RECORDS FOR THIS EXERCISE:
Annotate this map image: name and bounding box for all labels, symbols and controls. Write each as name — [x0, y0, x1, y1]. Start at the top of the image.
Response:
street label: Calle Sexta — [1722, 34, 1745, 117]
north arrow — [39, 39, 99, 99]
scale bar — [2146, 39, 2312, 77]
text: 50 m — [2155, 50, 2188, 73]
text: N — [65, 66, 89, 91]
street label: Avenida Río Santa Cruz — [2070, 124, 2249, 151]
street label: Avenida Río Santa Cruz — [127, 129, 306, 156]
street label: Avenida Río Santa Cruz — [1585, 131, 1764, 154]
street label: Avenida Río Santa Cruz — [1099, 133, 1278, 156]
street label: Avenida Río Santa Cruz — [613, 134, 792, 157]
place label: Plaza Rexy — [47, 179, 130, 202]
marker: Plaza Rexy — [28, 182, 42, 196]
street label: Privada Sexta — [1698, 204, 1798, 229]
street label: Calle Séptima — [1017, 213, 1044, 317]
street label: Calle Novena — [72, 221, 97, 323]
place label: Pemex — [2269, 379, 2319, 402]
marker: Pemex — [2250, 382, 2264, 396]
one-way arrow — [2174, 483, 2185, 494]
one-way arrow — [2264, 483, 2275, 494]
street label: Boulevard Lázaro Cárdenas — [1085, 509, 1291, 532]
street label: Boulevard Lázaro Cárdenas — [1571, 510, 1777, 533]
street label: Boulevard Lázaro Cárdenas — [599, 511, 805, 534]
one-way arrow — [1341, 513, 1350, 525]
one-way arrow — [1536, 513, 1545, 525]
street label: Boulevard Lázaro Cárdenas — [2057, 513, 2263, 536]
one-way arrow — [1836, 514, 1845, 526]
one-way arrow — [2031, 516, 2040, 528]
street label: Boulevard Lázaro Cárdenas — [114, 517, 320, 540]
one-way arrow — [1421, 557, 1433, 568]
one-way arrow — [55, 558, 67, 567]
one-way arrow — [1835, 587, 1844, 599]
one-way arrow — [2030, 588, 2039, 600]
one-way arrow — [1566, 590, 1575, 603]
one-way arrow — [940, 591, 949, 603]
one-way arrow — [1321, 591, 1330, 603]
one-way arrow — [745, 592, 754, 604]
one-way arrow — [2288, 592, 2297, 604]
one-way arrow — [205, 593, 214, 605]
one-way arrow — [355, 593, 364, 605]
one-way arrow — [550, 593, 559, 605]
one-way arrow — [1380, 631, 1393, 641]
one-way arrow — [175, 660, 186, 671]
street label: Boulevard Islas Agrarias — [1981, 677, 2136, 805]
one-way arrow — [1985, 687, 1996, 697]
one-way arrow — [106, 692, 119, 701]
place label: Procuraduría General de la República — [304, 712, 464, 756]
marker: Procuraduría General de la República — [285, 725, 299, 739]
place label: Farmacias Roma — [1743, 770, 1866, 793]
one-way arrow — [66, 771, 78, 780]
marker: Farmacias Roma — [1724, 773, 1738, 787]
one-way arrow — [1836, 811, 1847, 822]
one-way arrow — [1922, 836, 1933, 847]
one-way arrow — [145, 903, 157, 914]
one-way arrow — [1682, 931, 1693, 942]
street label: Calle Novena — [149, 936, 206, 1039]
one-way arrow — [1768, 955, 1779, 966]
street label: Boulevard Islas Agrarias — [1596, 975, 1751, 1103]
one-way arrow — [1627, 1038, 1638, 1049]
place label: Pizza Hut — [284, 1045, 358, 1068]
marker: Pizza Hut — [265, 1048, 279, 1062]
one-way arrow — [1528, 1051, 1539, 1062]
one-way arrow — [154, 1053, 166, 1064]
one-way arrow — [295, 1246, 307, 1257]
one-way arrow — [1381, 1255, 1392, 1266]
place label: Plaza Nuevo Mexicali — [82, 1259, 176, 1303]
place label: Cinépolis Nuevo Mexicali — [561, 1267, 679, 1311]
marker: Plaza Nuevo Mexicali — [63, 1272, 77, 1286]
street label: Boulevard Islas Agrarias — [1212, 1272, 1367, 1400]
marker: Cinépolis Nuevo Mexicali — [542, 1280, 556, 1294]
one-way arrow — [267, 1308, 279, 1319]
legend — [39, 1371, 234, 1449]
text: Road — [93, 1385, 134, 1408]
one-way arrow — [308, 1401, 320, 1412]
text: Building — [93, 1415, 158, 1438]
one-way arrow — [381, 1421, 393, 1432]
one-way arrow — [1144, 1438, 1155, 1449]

TASK DESCRIPTION: Count every line in the listing where the string "Farmacias" occurs. Give the total alone.

RESPONSE TO THIS EXERCISE: 2